I know some people will say that it’s precisely because rape is so difficult to definitively prove that we should leave it to the criminal justice system, so people falsely accused are not punished for offenses they didn’t commit. That’s why we have such a high burden of proof in criminal cases; we don’t want people to suffer criminal sanctions for things they didn’t do. By setting the bar high, we avoid those “false positives,” at least most of the time. But we also pay a heavy price for that, especially in the context of rape, because it means the vast majority of actual rapists go completely unpunished. I’m not suggesting lowering the bar for criminal convictions. I am suggesting that for lesser sanctions, like suspension or even expulsion from an educational institution, or “no contact” orders on campus, setting the bar at “beyond reasonable doubt” and only after the full criminal justice process has played out will effectively guarantee that most campus rapists pay no penalty at all. Another or additional alternative, I suppose, would be to encourage more victims of sexual assault to bring civil lawsuits against their attackers because then the standard of proof would be “preponderance of the evidence,” i.e., “more probable than not,” rather than “beyond reasonable doubt” as in a criminal prosecution.

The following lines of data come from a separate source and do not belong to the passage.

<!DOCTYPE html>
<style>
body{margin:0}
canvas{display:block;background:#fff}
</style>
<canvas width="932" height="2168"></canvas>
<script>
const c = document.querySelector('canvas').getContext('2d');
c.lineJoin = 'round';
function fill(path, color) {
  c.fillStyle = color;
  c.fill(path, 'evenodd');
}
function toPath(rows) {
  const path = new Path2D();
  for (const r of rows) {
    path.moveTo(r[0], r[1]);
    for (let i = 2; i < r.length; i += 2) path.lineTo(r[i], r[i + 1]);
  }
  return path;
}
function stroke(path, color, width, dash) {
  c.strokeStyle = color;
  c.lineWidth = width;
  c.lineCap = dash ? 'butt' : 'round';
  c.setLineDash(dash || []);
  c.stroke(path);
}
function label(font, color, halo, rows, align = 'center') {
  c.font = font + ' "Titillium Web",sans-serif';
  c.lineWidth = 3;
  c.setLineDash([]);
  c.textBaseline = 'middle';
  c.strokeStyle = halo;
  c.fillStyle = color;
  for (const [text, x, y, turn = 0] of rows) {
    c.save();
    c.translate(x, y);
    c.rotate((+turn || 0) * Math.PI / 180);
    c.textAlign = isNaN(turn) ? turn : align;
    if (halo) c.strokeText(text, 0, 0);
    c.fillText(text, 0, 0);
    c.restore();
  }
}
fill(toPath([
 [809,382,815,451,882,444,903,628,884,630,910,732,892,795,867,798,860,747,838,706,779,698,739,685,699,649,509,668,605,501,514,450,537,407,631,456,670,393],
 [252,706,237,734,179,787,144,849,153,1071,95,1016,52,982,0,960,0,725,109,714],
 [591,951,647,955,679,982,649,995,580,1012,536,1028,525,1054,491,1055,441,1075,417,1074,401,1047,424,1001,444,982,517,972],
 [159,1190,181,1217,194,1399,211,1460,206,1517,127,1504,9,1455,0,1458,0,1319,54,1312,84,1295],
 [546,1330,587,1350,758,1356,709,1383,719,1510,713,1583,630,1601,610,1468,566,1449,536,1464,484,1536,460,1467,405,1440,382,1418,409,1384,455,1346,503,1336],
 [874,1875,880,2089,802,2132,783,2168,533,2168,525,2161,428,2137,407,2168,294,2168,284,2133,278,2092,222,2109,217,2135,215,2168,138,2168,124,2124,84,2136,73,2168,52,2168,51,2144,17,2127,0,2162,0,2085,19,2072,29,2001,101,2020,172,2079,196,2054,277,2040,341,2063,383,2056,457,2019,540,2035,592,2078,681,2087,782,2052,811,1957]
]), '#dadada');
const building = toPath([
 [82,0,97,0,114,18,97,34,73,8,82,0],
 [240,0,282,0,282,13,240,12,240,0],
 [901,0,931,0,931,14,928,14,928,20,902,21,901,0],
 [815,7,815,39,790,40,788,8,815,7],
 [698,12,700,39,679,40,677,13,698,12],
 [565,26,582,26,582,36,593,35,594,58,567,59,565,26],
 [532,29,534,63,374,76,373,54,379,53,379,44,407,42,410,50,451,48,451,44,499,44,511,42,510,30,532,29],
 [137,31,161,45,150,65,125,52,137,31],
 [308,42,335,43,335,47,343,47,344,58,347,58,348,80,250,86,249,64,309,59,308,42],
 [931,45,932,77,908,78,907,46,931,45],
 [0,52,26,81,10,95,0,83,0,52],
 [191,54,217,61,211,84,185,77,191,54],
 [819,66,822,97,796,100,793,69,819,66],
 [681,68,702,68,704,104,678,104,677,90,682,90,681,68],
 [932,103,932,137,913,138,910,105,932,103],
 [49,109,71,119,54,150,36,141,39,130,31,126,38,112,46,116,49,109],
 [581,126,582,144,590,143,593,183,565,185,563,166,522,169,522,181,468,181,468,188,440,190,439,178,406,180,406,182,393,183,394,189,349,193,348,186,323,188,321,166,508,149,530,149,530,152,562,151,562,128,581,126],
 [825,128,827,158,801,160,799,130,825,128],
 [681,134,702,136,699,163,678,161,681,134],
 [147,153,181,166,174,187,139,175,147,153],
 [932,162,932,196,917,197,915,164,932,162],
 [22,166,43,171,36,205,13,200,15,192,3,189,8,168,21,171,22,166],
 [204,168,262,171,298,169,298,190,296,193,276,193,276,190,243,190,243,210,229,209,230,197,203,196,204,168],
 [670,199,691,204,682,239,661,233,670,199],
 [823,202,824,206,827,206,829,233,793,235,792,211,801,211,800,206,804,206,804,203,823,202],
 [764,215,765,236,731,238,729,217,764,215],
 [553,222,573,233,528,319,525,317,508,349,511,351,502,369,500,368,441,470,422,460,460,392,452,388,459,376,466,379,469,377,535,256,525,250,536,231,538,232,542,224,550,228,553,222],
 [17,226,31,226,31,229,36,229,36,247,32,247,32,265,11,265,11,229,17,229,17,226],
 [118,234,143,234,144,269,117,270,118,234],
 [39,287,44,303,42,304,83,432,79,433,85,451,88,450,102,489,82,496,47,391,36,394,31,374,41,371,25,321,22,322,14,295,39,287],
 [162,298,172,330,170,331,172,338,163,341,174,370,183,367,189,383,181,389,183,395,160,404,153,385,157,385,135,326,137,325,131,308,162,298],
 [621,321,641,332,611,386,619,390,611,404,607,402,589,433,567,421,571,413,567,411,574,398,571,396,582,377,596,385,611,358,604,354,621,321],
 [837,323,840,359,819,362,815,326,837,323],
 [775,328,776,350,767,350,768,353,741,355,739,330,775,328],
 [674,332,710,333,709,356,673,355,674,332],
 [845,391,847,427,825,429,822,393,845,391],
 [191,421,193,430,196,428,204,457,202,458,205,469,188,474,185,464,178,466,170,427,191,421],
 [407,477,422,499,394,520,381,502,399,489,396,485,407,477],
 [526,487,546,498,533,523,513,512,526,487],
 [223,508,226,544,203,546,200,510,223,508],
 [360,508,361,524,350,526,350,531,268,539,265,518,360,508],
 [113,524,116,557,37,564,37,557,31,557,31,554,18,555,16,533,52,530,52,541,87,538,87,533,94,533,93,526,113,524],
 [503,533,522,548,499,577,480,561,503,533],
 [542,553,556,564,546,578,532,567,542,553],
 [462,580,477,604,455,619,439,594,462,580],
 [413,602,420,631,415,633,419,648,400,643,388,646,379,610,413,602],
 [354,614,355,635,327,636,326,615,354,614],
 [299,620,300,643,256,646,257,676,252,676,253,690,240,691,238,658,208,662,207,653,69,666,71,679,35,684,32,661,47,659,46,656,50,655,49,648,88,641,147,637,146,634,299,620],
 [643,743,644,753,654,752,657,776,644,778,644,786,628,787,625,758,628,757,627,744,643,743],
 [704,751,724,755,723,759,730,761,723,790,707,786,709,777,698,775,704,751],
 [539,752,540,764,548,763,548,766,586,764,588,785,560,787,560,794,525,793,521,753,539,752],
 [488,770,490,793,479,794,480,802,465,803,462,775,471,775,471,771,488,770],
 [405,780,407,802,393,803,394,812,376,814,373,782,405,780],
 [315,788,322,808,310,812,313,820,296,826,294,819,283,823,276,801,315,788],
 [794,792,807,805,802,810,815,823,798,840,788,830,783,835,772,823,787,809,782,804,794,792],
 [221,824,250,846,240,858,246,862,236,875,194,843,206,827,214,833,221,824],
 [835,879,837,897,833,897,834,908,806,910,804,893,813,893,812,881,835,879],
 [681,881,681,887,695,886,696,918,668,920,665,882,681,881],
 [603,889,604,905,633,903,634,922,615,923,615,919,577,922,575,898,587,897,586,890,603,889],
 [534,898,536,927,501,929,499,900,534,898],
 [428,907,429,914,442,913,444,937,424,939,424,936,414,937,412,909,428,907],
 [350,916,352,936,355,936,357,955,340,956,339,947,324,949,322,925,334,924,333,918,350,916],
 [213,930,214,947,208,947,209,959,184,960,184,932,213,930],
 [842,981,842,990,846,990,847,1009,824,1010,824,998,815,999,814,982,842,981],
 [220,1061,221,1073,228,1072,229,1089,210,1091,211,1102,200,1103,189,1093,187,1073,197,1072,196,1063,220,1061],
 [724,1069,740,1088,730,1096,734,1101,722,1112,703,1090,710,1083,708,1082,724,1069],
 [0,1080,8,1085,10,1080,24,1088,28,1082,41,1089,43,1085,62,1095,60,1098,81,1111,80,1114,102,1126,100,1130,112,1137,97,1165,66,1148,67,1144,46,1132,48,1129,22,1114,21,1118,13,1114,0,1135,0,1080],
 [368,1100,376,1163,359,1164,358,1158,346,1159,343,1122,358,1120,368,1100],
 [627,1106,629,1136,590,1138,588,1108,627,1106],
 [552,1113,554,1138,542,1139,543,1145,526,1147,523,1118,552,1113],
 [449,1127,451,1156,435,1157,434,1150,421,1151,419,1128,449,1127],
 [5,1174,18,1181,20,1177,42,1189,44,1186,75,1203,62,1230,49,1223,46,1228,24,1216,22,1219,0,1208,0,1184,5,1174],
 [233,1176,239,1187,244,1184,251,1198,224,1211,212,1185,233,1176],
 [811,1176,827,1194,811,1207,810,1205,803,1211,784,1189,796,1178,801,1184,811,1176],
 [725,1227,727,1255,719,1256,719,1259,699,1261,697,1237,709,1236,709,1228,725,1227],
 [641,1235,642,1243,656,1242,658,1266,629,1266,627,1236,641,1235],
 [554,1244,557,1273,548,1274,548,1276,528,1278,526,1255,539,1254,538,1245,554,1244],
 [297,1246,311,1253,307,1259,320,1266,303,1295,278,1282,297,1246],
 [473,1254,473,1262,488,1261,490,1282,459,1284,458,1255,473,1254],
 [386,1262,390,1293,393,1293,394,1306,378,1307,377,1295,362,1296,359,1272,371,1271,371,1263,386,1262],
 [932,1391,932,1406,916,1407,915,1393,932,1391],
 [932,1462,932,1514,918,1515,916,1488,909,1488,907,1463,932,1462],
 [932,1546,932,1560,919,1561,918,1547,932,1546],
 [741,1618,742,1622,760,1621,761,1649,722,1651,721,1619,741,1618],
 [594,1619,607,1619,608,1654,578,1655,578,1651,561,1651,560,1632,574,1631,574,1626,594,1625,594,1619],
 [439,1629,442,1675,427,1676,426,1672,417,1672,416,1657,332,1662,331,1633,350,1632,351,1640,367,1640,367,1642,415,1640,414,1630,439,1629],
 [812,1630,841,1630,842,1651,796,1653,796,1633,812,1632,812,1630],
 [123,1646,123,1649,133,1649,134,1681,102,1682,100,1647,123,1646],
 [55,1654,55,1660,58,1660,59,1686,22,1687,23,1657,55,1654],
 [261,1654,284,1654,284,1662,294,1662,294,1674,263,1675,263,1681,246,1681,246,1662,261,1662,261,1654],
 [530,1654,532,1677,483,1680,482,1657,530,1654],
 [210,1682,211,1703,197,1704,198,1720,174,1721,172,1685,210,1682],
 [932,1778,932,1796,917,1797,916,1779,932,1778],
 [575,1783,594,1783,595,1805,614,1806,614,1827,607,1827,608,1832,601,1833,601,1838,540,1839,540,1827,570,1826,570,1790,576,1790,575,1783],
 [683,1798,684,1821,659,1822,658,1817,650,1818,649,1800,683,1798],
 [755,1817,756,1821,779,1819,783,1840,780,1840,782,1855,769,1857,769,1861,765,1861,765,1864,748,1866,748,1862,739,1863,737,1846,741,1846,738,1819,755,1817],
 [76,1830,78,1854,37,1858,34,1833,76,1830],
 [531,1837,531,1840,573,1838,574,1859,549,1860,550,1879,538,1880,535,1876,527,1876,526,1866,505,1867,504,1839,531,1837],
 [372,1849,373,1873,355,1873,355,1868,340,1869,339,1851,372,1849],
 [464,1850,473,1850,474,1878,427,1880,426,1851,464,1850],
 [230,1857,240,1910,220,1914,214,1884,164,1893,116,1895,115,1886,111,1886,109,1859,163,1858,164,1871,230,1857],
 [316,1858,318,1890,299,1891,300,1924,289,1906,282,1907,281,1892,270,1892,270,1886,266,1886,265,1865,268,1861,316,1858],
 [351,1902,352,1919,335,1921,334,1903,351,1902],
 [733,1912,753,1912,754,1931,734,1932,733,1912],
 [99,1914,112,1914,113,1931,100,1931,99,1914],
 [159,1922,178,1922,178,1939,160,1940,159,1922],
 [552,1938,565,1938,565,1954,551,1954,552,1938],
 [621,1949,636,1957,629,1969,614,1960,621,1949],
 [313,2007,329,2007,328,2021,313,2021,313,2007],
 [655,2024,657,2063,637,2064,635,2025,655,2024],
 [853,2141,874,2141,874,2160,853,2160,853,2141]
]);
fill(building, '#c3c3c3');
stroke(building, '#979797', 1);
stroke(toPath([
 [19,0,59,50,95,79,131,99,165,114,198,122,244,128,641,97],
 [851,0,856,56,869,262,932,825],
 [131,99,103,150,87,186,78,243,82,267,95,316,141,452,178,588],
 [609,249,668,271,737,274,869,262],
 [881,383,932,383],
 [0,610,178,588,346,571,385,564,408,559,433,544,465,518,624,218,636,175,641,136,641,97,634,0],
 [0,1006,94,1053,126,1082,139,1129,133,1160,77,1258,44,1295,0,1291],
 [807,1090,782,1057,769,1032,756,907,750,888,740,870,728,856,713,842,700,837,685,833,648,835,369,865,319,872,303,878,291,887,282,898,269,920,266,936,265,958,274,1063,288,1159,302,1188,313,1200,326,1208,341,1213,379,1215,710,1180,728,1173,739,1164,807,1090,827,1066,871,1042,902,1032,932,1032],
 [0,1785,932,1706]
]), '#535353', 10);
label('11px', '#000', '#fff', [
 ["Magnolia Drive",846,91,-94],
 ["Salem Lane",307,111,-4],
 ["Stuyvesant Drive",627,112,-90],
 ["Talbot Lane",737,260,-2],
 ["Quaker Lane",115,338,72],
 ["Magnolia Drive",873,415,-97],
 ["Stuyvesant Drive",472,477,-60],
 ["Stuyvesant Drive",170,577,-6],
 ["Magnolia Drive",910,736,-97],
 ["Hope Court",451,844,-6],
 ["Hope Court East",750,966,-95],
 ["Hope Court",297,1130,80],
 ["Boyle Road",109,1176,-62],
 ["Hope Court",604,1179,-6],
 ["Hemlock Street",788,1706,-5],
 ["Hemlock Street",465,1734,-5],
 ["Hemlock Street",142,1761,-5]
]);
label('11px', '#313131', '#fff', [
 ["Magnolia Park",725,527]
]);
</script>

Title IX doesn’t just require addressing issues of violence, it also requires addressing issues of harassment. Thus, trying to split them apart in this way (saying the one should be dealt with under Title IX but the other shouldn’t) doesn’t actually work, unless I’m totally misreading what you’re recommending.

I think you understand me. My understanding of Title IX, is that the schools have to deal with this issue. How can a schools that says “For rape we call the cops, and place the student on leave” be seen as not dealing with the issue? Similarly for harassment, the policy is to use the honor system.

Perhaps I don’t really grasp title IX.